- What to do
Starting with the first line below, extract each line through the one that contains "translate:-50% -50%; white-space:nowrap;", inclusive, excluding pictures.
Supplied data section start
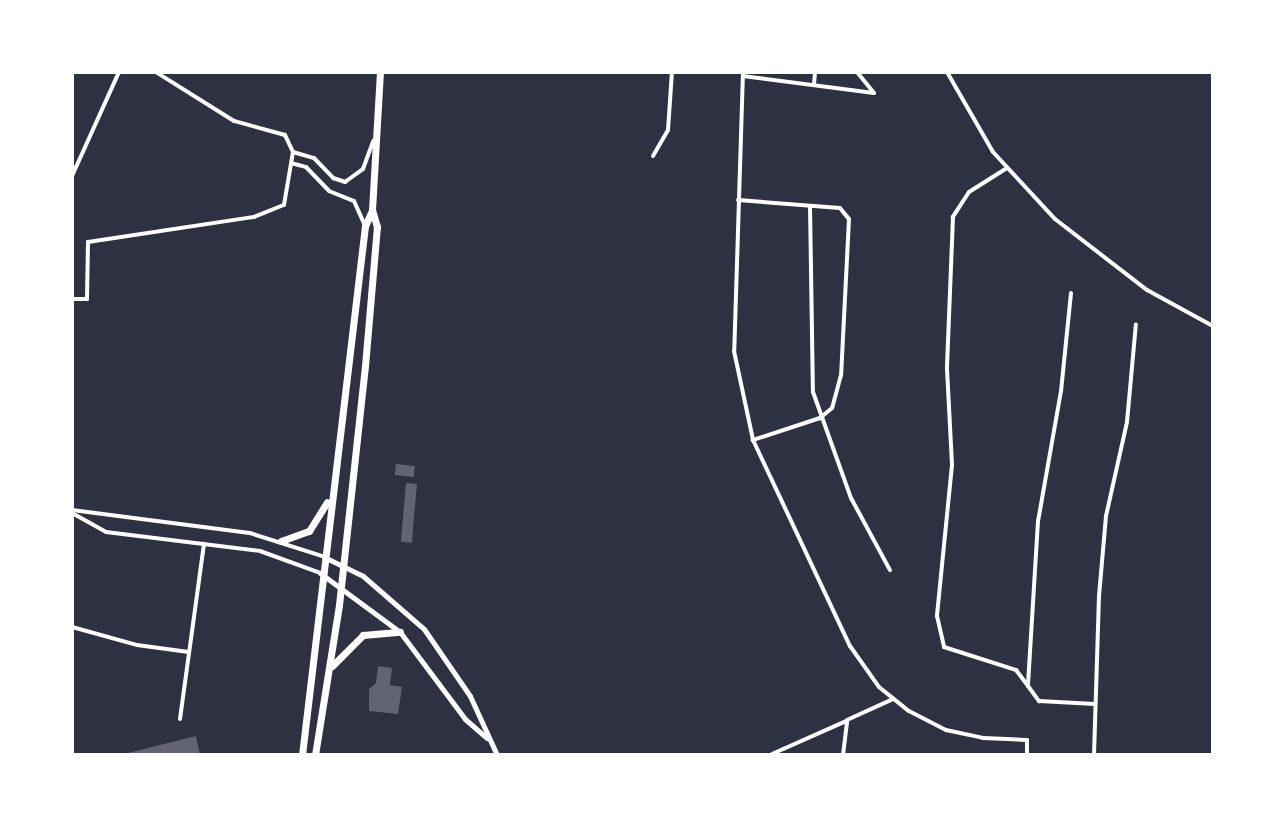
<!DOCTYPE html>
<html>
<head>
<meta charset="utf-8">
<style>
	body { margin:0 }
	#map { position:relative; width:1285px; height:827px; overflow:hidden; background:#2d3142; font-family:"Asap Condensed",sans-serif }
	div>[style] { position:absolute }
	.building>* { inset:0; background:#626471; transform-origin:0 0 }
	.minor>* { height:4px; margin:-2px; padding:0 2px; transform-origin:2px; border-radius:2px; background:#fff }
	.tertiary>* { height:5px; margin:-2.5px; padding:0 2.5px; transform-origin:2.5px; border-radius:2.5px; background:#fff }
	.primary>* { height:7px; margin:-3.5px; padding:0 3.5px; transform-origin:3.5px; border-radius:3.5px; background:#fff }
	span { translate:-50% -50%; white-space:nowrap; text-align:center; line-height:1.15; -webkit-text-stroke:8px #fff; paint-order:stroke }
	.frame { position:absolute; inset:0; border:74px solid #fff; pointer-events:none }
</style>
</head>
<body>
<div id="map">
	<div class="building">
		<i style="left:396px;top:464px;width:19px;height:11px;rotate:6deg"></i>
		<i style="left:406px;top:483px;width:11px;height:59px;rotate:5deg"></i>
		<i style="clip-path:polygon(378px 666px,392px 668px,390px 685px,402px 687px,398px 714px,369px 711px,369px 689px,376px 683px)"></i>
		<i style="clip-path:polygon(196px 736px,200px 755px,124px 755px,124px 754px)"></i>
	</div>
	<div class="minor">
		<i style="left:743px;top:72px;width:279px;rotate:91.8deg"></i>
		<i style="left:734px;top:351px;width:91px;rotate:77.9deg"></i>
		<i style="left:753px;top:440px;width:228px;rotate:64.8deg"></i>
		<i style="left:850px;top:646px;width:50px;rotate:54.7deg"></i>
		<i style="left:879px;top:687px;width:38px;rotate:39deg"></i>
		<i style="left:909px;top:711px;width:42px;rotate:27.2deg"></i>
		<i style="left:946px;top:730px;width:38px;rotate:12deg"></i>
		<i style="left:983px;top:738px;width:44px;rotate:2.6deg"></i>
		<i style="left:1027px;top:740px;width:15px;rotate:90deg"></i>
		<i style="left:947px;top:72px;width:92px;rotate:60.1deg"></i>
		<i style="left:993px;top:152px;width:91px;rotate:47.2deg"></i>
		<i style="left:1055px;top:219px;width:116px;rotate:37.7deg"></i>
		<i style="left:1147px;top:290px;width:75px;rotate:28.6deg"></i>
		<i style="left:743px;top:76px;width:132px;rotate:7.4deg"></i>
		<i style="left:874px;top:93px;width:27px;rotate:-129deg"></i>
		<i style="left:814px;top:84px;width:12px;rotate:-85deg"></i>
		<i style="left:293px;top:152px;width:22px;rotate:16deg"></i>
		<i style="left:314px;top:158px;width:28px;rotate:46deg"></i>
		<i style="left:333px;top:178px;width:13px;rotate:18deg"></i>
		<i style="left:345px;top:182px;width:22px;rotate:-36deg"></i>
		<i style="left:363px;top:169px;width:30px;rotate:-70deg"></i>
		<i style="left:653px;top:156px;width:30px;rotate:-60deg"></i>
		<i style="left:668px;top:130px;width:58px;rotate:-86.1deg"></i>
		<i style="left:291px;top:163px;width:16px;rotate:15deg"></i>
		<i style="left:306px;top:167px;width:33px;rotate:46deg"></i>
		<i style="left:329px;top:191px;width:27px;rotate:22deg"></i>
		<i style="left:354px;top:201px;width:24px;rotate:66deg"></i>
		<i style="left:1007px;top:168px;width:45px;rotate:147.7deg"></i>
		<i style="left:969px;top:192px;width:30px;rotate:123deg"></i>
		<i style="left:953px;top:217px;width:152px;rotate:92.3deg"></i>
		<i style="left:947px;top:369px;width:96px;rotate:87deg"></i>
		<i style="left:952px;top:465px;width:152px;rotate:95.7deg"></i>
		<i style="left:937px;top:616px;width:32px;rotate:77deg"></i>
		<i style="left:944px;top:647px;width:76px;rotate:17.7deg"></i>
		<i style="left:1016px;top:670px;width:20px;rotate:53deg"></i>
		<i style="left:72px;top:176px;width:114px;rotate:-65.7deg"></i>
		<i style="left:738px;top:200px;width:102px;rotate:4.5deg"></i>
		<i style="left:840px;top:208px;width:14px;rotate:51deg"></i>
		<i style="left:849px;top:219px;width:156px;rotate:92.9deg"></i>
		<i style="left:841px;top:375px;width:34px;rotate:105deg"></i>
		<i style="left:832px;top:408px;width:16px;rotate:140deg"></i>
		<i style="left:820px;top:418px;width:71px;rotate:161.8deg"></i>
		<i style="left:810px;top:206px;width:186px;rotate:89.1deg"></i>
		<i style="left:813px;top:392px;width:113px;rotate:70.3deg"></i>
		<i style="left:851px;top:498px;width:82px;rotate:61.6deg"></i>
		<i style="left:1071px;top:293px;width:99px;rotate:95.8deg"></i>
		<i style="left:1061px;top:391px;width:132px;rotate:100deg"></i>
		<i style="left:1038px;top:521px;width:165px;rotate:93.5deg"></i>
		<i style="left:1028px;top:686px;width:19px;rotate:54deg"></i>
		<i style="left:1039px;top:701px;width:56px;rotate:3.1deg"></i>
		<i style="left:72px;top:299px;width:15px"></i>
		<i style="left:87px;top:299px;width:57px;rotate:-89deg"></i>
		<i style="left:88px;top:242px;width:168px;rotate:-8.6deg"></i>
		<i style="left:254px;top:217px;width:32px;rotate:-22deg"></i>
		<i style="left:284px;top:205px;width:54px;rotate:-80.4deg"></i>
		<i style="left:293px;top:152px;width:19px;rotate:-115deg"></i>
		<i style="left:285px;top:135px;width:53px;rotate:-164.6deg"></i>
		<i style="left:234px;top:121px;width:92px;rotate:-147.9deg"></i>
		<i style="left:72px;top:510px;width:179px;rotate:7.4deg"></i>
		<i style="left:250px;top:533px;width:76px;rotate:17.7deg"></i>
		<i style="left:72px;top:513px;width:39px;rotate:29deg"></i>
		<i style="left:106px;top:532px;width:155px;rotate:7deg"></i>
		<i style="left:260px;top:551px;width:64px;rotate:20.1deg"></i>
		<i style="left:72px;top:627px;width:67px;rotate:15.5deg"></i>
		<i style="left:137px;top:645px;width:52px;rotate:7.7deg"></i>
		<i style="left:180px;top:719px;width:177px;rotate:-82.2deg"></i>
		<i style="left:772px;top:754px;width:81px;rotate:-24deg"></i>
		<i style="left:843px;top:755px;width:35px;rotate:-83deg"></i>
		<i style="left:847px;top:720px;width:51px;rotate:-24.5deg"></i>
		<i style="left:1094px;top:755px;width:159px;rotate:-88.2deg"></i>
		<i style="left:1099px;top:596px;width:80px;rotate:-85deg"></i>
		<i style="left:1106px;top:516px;width:96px;rotate:-77.4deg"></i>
		<i style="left:1127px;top:422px;width:98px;rotate:-84.8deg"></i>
	</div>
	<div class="tertiary">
		<i style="left:324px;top:557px;width:43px;rotate:26deg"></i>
		<i style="left:363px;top:576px;width:81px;rotate:41deg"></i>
		<i style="left:424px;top:629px;width:81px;rotate:55.5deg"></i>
		<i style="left:470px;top:696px;width:65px;rotate:65.4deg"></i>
		<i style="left:320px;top:573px;width:99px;rotate:36.4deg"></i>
		<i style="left:400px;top:632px;width:109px;rotate:53.2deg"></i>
		<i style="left:465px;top:719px;width:29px;rotate:41deg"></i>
	</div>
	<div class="primary">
		<i style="left:281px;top:541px;width:30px;rotate:-20deg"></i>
		<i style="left:309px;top:531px;width:34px;rotate:-58deg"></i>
		<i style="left:332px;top:666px;width:44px;rotate:-45deg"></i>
		<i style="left:363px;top:635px;width:37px;rotate:-5deg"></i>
		<i style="left:302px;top:755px;width:533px;rotate:-83.21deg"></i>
		<i style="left:365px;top:226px;width:17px;rotate:-66deg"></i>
		<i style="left:315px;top:755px;width:152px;rotate:-80.9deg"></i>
		<i style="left:339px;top:605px;width:240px;rotate:-83.8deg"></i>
		<i style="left:365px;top:366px;width:140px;rotate:-85.1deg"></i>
		<i style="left:377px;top:227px;width:18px;rotate:-106deg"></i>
		<i style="left:372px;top:210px;width:138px;rotate:-86.7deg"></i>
	</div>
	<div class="frame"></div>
</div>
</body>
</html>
Supplied data section end
- Output
<!DOCTYPE html>
<html>
<head>
<meta charset="utf-8">
<style>
	body { margin:0 }
	#map { position:relative; width:1285px; height:827px; overflow:hidden; background:#2d3142; font-family:"Asap Condensed",sans-serif }
	div>[style] { position:absolute }
	.building>* { inset:0; background:#626471; transform-origin:0 0 }
	.minor>* { height:4px; margin:-2px; padding:0 2px; transform-origin:2px; border-radius:2px; background:#fff }
	.tertiary>* { height:5px; margin:-2.5px; padding:0 2.5px; transform-origin:2.5px; border-radius:2.5px; background:#fff }
	.primary>* { height:7px; margin:-3.5px; padding:0 3.5px; transform-origin:3.5px; border-radius:3.5px; background:#fff }
	span { translate:-50% -50%; white-space:nowrap; text-align:center; line-height:1.15; -webkit-text-stroke:8px #fff; paint-order:stroke }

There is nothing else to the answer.